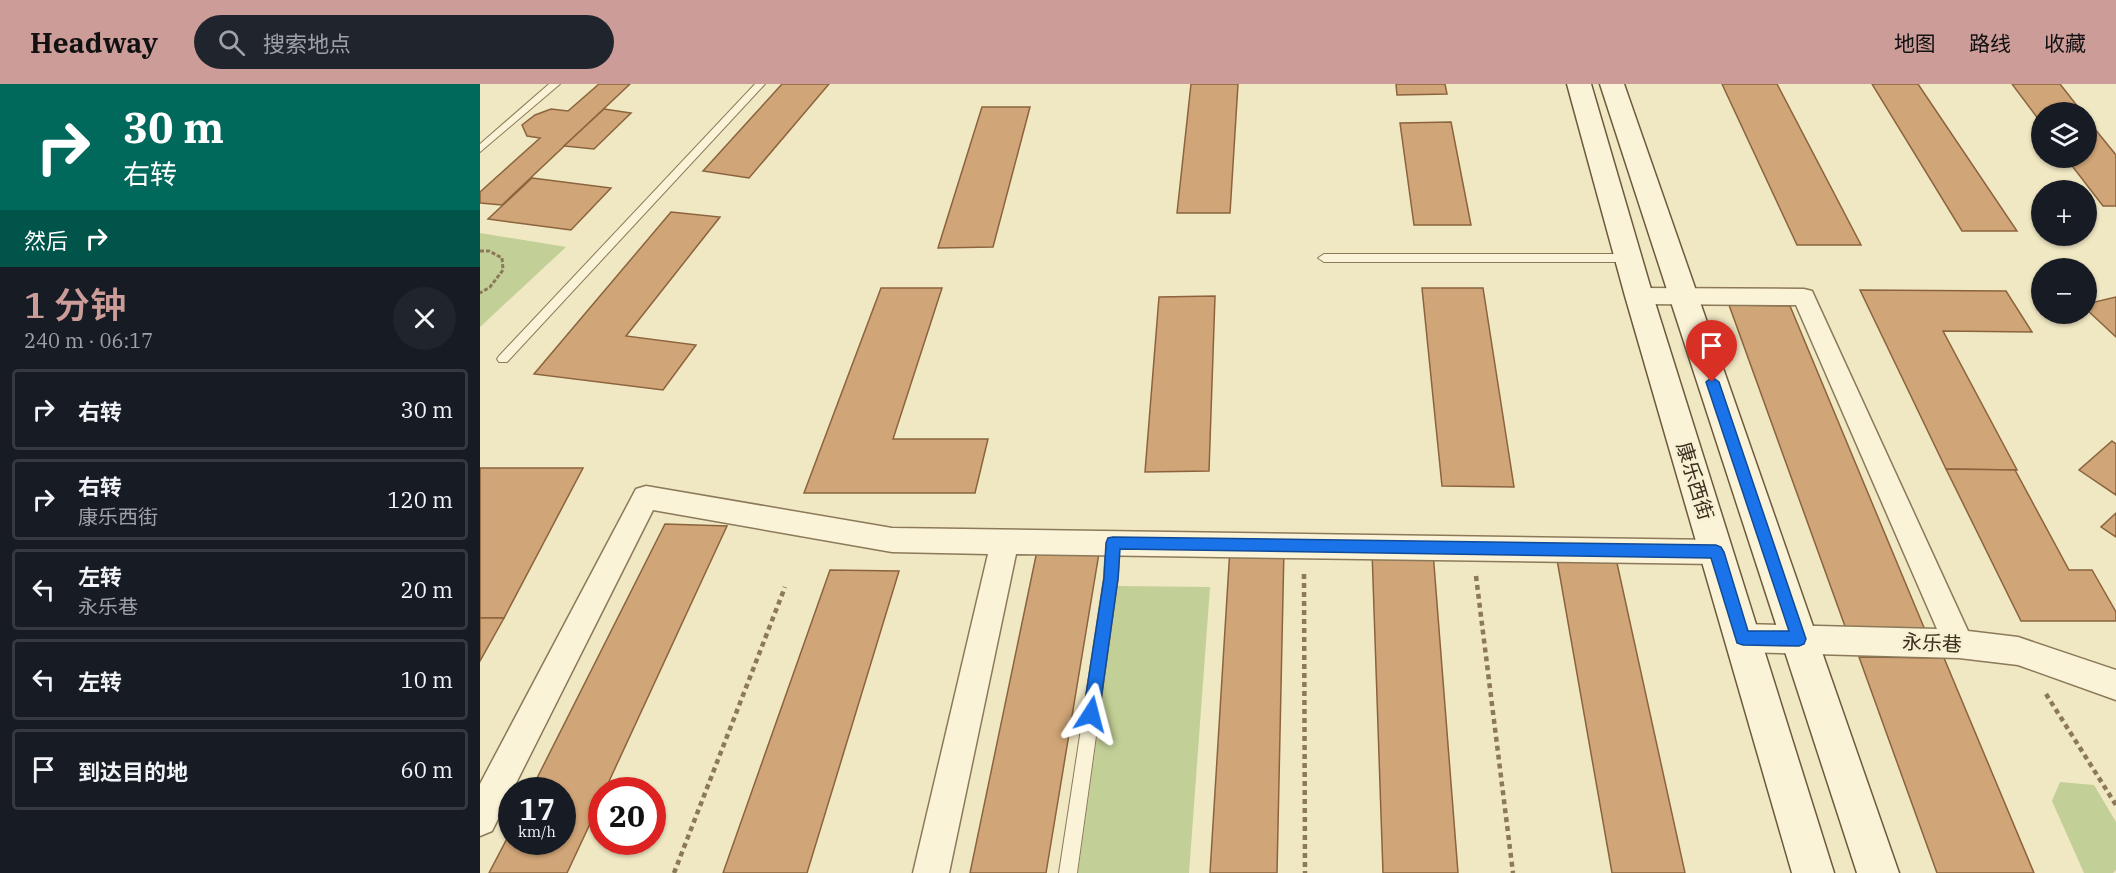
<!DOCTYPE html>
<html lang="zh">
<head>
<meta charset="utf-8">
<style>
	body { margin:0; font-family:"IBM Plex Serif","Noto Sans SC",serif; background:#20242c; color:#f1f3f6; height:100vh; display:flex; flex-direction:column; font-size:22px; white-space:nowrap }
	* { box-sizing:border-box; margin:0 }
	p { font-size:20px; color:#9ea1a6 }
	.icon { flex:none; width:33px; height:33px; fill:none; stroke:currentColor; stroke-width:2; stroke-linecap:round; stroke-linejoin:round }
	.map { position:relative; flex:1; overflow:hidden }
	.sheet { display:flex; flex-direction:column; background:#171b24; width:480px }
	.sheet>* { flex:none }
	.hud { background:#00695c; color:#fff; overflow:hidden }
	.tools { position:absolute; left:1551px; top:18px; display:grid; gap:12px }
	.tools a { display:grid; place-items:center; width:66px; height:66px; border-radius:50%; background:#171b24; box-shadow:0 2px 4px #0004; font-size:30px }
	.speed { position:absolute; left:18px; top:693px; display:flex; gap:12px; font-size:30px; font-weight:700; text-align:center }
	.speed>* { display:grid; place-content:center; width:78px; height:78px; border-radius:50%; background:#171b24; box-shadow:0 2px 4px #0004; line-height:1 }
	.speed small { font-size:15px; font-weight:400 }
	.speed .limit { border:9px solid #d22; background:#fff; color:#111 }
	.pin { position:absolute; display:grid; place-items:center; width:51px; height:51px; color:#fff; margin:-62px -26px; border-radius:50% 50% 50% 0; rotate:-45deg; box-shadow:0 0 6px #0007 }
	.pin .icon { rotate:45deg }
	.me { position:absolute; width:66px; margin:-33px; rotate:9deg; stroke-linejoin:round; filter:drop-shadow(0 0 4px #0008) }
	.turn { display:flex; align-items:center; gap:21px; height:126px; padding:0 24px; font-size:27px }
	.turn .icon { width:78px; height:78px; stroke-width:2.5 }
	.turn b { display:block; font-size:42px; line-height:51px }
	.then { display:flex; align-items:center; height:57px; padding:0 24px; background:#0003; gap:12px; font-size:22px }
	.round { display:grid; place-items:center; flex:none; width:63px; height:63px; border-radius:32px; background:#20242c }
	.summary { display:flex; align-items:center; justify-content:space-between; height:102px; padding:0 24px }
	h1 { font-size:36px; font-weight:600; line-height:45px; color:#cb9c98 }
	ul { padding:0; list-style:none }
	li { display:flex; align-items:center; gap:18px; height:81px; margin:0 12px 9px; padding:0 12px; border:3px solid #363941; border-radius:6px }
	li div { flex:1 }
	li b { display:block; font-size:22px }
	li em { font-style:normal }
	header { display:flex; align-items:center; gap:36px; box-sizing:border-box; height:84px; padding:0 30px; background:#cb9c98; color:#111 }
	header strong { font-size:28px }
	nav { display:flex; gap:33px; margin-inline-start:auto; font-size:21px }
	.search { width:420px; height:54px; background:#20242c; display:flex; align-items:center; gap:15px; box-sizing:border-box; padding:0 21px; border-radius:33px; color:#9ea1a6; font-size:22px }
	main { display:flex; flex:1; min-height:0 }
	.map>svg:first-child { display:block }
</style>
</head>
<body>
<header>
<strong>Headway</strong>
<div class="search"><svg class="icon" aria-label="search" viewBox="0 0 24 24"><circle cx="10" cy="10" r="6"/><path d="M15 15l6 6"/></svg>搜索地点</div>
<nav><a>地图</a><a>路线</a><a>收藏</a></nav>
</header>
<main>
<section class="sheet">
<div class="hud">
<div class="turn"><svg class="icon" aria-label="right" viewBox="0 0 24 24"><path d="M7 20v-9h11M14 6l5 5-5 5"/></svg><div><b>30 m</b>右转</div></div>
<div class="then">然后<svg class="icon" aria-label="right" viewBox="0 0 24 24"><path d="M7 20v-9h11M14 6l5 5-5 5"/></svg></div>
</div>
<div class="summary"><div><h1>1 分钟</h1><p>240 m · 06:17</p></div><a class="round"><svg class="icon" aria-label="close" viewBox="0 0 24 24"><path d="M6 6l12 12M18 6L6 18"/></svg></a></div>
<ul>
<li><svg class="icon" aria-label="right" viewBox="0 0 24 24"><path d="M7 20v-9h11M14 6l5 5-5 5"/></svg><div><b>右转</b></div><em>30 m</em></li>
<li><svg class="icon" aria-label="right" viewBox="0 0 24 24"><path d="M7 20v-9h11M14 6l5 5-5 5"/></svg><div><b>右转</b><p>康乐西街</p></div><em>120 m</em></li>
<li><svg class="icon" aria-label="left" viewBox="0 0 24 24"><path d="M17 20v-9H6M10 6l-5 5 5 5"/></svg><div><b>左转</b><p>永乐巷</p></div><em>20 m</em></li>
<li><svg class="icon" aria-label="left" viewBox="0 0 24 24"><path d="M17 20v-9H6M10 6l-5 5 5 5"/></svg><div><b>左转</b></div><em>10 m</em></li>
<li><svg class="icon" aria-label="arrive" viewBox="0 0 24 24"><path d="M6 21V4h12l-3 4 3 4H6"/></svg><div><b>到达目的地</b></div><em>60 m</em></li>
</ul>
</section>
<div class="map">
<svg width="1636" height="789" viewBox="0 0 1636 789">
	<rect width="100%" height="100%" fill="#f0e7c3"/>
	<g fill="#c2cf96">
		<polygon points="0,149 86,163 0,243"/>
		<polygon points="638,502 730,503 709,789 598,789"/>
		<polygon points="1580,698 1614,701 1636,738 1636,786 1633,789 1604,789 1572,717"/>
	</g>
	<g fill="#d0a577" stroke="#8b643e" stroke-width="1.5">
		<polygon points="119,0 150,0 22,121 0,119 0,108 60,54 47,52 42,41 55,31 71,25 88,27"/>
		<polygon points="302,0 349,0 269,94 223,87"/>
		<polygon points="711,0 758,0 750,129 697,129"/>
		<polygon points="916,0 965,0 967,10 917,11"/>
		<polygon points="1242,0 1297,0 1381,161 1317,161"/>
		<polygon points="1392,0 1438,0 1537,147 1482,147"/>
		<polygon points="1532,0 1580,0 1602,28 1562,28 1562,40"/>
		<polygon points="502,23 550,23 513,163 458,164"/>
		<polygon points="124,25 151,29 114,65 84,62"/>
		<polygon points="1606,34 1636,71 1636,122 1623,122 1586,74 1606,74"/>
		<polygon points="971,38 991,141 934,141 920,39"/>
		<polygon points="52,94 131,104 91,146 8,135"/>
		<polygon points="191,128 240,133 146,252 216,261 183,306 54,290"/>
		<polygon points="401,204 462,204 413,355 508,355 495,409 324,409"/>
		<polygon points="942,204 1003,204 1034,403 962,402"/>
		<polygon points="1380,206 1526,207 1552,248 1463,247 1537,386 1466,385"/>
		<polygon points="735,212 729,387 665,388 679,213"/>
		<polygon points="1636,213 1636,253 1606,225 1606,220"/>
		<polygon points="1249,221 1310,222 1445,546 1366,545"/>
		<polygon points="1632,357 1636,360 1636,411 1599,386"/>
		<polygon points="0,384 103,384 24,534 0,534"/>
		<polygon points="1466,385 1535,386 1589,486 1612,486 1636,528 1636,537 1541,537"/>
		<polygon points="1636,429 1636,453 1621,443"/>
		<polygon points="185,440 247,442 125,706 122,706 122,714 87,789 9,789 32,745 32,758 82,758 82,706 51,706"/>
		<polygon points="558,462 620,463 566,789 490,789"/>
		<polygon points="750,464 804,464 797,789 730,789"/>
		<polygon points="892,467 953,468 978,789 903,789"/>
		<polygon points="1076,470 1135,470 1205,789 1132,789"/>
		<polygon points="350,486 419,487 327,789 243,789"/>
		<polygon points="0,534 24,534 0,577"/>
		<polygon points="1379,573 1464,574 1554,789 1457,789"/>
	</g>
	<g fill="none" stroke-linecap="round" stroke-linejoin="round">
		<g stroke="#8b7959" stroke-width="2">
			<g id="lane">
				<polygon points="69,0 80,0 0,68 0,60"/>
				<polygon points="275,0 285,0 27,278 19,278 17,275 19,272"/>
				<polygon points="844,170 1149,170 1155,174 1149,178 844,178 838,174"/>
				<polygon points="633,453 638,455 640,459 638,494 597,789 579,789 624,494 626,459 628,455"/>
			</g>
		</g>
		<g stroke="#8b7959" stroke-width="3">
			<g id="street">
				<polygon points="1159,204 1324,205 1332,207 1488,547 1538,553 1636,586 1636,616 1538,581 1479,574 1263,568 1252,564 1248,554 1252,544 1263,540 1457,545 1316,221 1159,220 1151,218 1147,212 1151,206"/>
				<polygon points="166,402 412,444 1236,456 1246,459 1250,468 1246,477 1236,480 536,470 469,789 433,789 508,470 412,468 173,426 12,747 0,752 0,700 156,405"/>
			</g>
		</g>
		<g stroke="#6d5a3c" stroke-width="3">
			<g id="secondary">
				<polygon points="1087,0 1111,0 1173,212 1354,789 1312,789 1145,212"/>
				<polygon points="1120,0 1144,0 1419,789 1377,789"/>
			</g>
		</g>
		<polyline stroke="#8b7959" stroke-width="3" stroke-dasharray="4 2" stroke-linecap="butt" points="0,167 9,167 22,174 23,186 10,203 0,209"/>
		<g stroke="#8b7959" stroke-width="4.5" stroke-dasharray="5 4" stroke-linecap="butt">
			<polyline points="824,490 825,789"/>
			<polyline points="996,492 1033,789"/>
			<polyline points="1566,610 1636,721"/>
			<polyline points="194,789 305,503"/>
		</g>
		<use href="#lane" fill="#faf3d7" fill-rule="evenodd"/>
		<use href="#street" fill="#faf3d7" fill-rule="evenodd"/>
		<use href="#secondary" fill="#faf3d7" fill-rule="evenodd"/>
	</g>
	<polygon fill="#1a73e8" stroke="#114b97" stroke-width="1.5" points="1232,293 1239,298 1326,555 1324,560 1319,562 1263,561 1257,559 1231,474 640,465 638,494 619,630 616,636 611,638 605,636 603,630 624,494 626,459 628,454 633,453 1236,461 1241,463 1244,468 1268,547 1309,547 1226,298"/>
	<g text-anchor="middle" stroke-width="4.5" stroke-linejoin="round" paint-order="stroke">
		<g font-size="20" fill="#3a2e1e" stroke="#f7f0d3">
			<text transform="translate(1215 397) rotate(73)" y="7">康乐西街</text>
			<text transform="translate(1452 559) rotate(3)" y="7">永乐巷</text>
		</g>
	</g>
</svg>
<div class="tools">
<a><svg class="icon" aria-label="layers" viewBox="0 0 24 24"><path d="M12 4l9 5-9 5-9-5zM3 14l9 5 9-5"/></svg></a>
<a>+</a>
<a>−</a>
</div>
<div class="speed"><div>17<small>km/h</small></div><div class="limit">20</div></div>
<div class="pin" style="left:1232px;top:298px;background:#d93025"><svg class="icon" aria-label="arrive" viewBox="0 0 24 24"><path d="M6 21V4h12l-3 4 3 4H6"/></svg></div>
<svg class="me" style="left:611px;top:630px" viewBox="-20 -20 40 40"><path d="M0-17L14 15 0 8-14 15z" fill="#1a73e8" stroke="#fff" stroke-width="4"/></svg>
</div>
</main>
</body>
</html>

◆ ◆ ◆ ◆ ◆ ◆ ◆

■ EXERCISE DIRECTIONS
Lines holding the string "space": find them in the listing above and copy each one.

■ REPLY TO THE TASK
	body { margin:0; font-family:"IBM Plex Serif","Noto Sans SC",serif; background:#20242c; color:#f1f3f6; height:100vh; display:flex; flex-direction:column; font-size:22px; white-space:nowrap }
	.summary { display:flex; align-items:center; justify-content:space-between; height:102px; padding:0 24px }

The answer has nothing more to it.